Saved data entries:
----------------

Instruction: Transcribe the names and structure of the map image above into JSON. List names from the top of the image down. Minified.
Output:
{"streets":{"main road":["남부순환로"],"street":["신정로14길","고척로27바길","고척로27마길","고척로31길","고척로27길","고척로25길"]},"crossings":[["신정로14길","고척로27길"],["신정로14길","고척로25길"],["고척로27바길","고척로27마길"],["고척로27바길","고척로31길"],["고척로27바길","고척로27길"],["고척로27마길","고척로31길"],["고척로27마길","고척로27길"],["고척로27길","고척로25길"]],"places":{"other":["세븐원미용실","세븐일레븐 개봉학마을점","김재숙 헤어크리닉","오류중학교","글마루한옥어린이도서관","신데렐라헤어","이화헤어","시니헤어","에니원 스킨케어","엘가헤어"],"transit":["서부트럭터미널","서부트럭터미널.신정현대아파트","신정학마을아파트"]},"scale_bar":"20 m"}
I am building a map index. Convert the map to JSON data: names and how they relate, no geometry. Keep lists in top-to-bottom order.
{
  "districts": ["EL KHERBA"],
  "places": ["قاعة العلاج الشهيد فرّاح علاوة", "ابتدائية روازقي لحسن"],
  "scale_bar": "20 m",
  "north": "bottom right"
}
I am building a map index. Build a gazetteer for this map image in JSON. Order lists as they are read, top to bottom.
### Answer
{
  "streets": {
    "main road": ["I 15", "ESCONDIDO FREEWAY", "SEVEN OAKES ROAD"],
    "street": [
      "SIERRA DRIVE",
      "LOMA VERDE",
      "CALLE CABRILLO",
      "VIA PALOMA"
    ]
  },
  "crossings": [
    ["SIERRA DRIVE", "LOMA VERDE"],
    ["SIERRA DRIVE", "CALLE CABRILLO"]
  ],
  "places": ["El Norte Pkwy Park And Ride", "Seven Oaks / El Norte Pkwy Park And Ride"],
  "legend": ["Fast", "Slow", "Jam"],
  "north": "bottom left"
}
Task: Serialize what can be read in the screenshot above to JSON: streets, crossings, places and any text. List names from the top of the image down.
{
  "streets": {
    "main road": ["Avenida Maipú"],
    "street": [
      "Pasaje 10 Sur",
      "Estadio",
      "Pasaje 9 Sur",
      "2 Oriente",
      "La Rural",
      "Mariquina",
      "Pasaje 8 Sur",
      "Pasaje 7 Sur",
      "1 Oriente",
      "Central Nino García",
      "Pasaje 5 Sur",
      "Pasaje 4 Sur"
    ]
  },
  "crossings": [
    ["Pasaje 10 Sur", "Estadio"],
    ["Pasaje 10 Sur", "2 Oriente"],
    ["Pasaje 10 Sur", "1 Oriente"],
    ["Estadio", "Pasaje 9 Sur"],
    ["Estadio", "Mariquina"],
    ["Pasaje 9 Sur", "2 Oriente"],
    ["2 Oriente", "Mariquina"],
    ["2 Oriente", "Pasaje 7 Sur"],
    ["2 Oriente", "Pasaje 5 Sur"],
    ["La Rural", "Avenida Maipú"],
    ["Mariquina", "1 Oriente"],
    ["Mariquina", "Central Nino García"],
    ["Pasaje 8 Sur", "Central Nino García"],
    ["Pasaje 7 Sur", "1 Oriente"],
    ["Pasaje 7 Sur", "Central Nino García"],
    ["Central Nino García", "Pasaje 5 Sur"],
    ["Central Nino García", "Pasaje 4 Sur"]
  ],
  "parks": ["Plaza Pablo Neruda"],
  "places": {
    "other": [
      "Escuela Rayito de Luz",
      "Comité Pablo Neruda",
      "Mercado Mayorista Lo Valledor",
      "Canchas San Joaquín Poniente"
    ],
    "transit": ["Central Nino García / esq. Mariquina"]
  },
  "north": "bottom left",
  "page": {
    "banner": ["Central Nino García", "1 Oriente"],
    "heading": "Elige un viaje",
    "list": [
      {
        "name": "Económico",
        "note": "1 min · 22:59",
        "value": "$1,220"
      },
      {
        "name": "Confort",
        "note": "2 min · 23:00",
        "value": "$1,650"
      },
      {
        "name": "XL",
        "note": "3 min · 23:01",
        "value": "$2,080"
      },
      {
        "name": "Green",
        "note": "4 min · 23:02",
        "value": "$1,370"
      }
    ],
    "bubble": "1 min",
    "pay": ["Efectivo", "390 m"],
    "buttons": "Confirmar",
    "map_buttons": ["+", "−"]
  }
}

----------------

# Task prompt
Copy each line of the records that contains the word "Oriente".

# Your solution
      "2 Oriente",
      "1 Oriente",
    ["Pasaje 10 Sur", "2 Oriente"],
    ["Pasaje 10 Sur", "1 Oriente"],
    ["Pasaje 9 Sur", "2 Oriente"],
    ["2 Oriente", "Mariquina"],
    ["2 Oriente", "Pasaje 7 Sur"],
    ["2 Oriente", "Pasaje 5 Sur"],
    ["Mariquina", "1 Oriente"],
    ["Pasaje 7 Sur", "1 Oriente"],
    "banner": ["Central Nino García", "1 Oriente"],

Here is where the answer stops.